In the story, another student, Deng Fenghua (pseudonym), who also came from Cui's hometown and graduated from Peking University in 2017 and is pursuing graduate studies at Tsinghua University right now, wrote a letter to Cui, which said, "There are still some problems that diligence cannot solve. Even if we attend Peking University, we remain the 'mirror image' of millions of migrant workers."

"The story strikes a raw nerve among us. It really scared me when I found that one-third of my classmates were offered admission and did not have to pass the college entrance examinations," Ma Lin, a graduate from a top university in Beijing, told the Global Times.

Most schools which have the right to offer special admissions are located in urban areas, which value students with exceptional abilities, so they dont have to pass the national college entrance examinations. But the exam is the only way for many students in rural areas to get into college.

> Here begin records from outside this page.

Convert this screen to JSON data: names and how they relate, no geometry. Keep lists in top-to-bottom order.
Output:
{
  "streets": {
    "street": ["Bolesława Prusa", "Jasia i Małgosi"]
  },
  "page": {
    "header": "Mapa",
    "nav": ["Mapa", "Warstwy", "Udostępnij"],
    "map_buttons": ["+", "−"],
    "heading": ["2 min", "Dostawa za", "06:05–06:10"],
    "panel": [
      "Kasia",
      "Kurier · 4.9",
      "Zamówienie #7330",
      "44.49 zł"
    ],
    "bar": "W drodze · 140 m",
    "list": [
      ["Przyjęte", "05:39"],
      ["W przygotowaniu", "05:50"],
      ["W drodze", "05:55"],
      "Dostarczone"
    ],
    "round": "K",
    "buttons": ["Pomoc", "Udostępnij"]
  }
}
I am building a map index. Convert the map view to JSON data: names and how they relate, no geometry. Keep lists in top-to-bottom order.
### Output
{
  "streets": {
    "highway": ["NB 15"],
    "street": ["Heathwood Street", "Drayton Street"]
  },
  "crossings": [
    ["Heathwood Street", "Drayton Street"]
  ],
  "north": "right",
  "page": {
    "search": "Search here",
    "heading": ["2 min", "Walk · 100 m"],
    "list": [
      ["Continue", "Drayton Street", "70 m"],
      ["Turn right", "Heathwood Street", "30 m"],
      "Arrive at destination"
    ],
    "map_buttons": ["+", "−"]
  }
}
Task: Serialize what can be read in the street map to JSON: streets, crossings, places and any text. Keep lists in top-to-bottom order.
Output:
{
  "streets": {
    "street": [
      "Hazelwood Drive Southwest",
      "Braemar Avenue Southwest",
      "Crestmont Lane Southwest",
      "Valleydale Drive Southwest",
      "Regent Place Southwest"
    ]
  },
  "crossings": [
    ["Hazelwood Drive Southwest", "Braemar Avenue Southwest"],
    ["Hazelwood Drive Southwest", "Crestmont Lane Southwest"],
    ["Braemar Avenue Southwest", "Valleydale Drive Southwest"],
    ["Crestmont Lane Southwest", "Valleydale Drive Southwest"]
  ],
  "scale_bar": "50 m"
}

"I have never met a foreign teacher before and could not understand what he was talking about during class. It was really humiliating," Ma said.

Another student surnamed Tao, who also came to Peking University from a poor village, told the Global Times that "the story shed light on my own experience. However, although the social class has been solidified, we should never give up trying."

"The gap in social classes has existed in every era and in every country. In China, the college entrance examinations continue to provide a fair chance for students born into poor families to change their destiny," Peking University professor Zhang Yiwu told the Global Times.

Society has not been solidified. Otherwise, those students would not have had the chance to enter prestigious universities, Zhang said.

Zhang noted that China has been making huge efforts to help them.

Since 2014, students from rural areas have been allowed lower entrance test scores and have had two percent of 95 key universities' slots allocated to them. Another program in poverty-stricken areas found university slots for 183,000 students from impoverished counties from 2012 to 2015.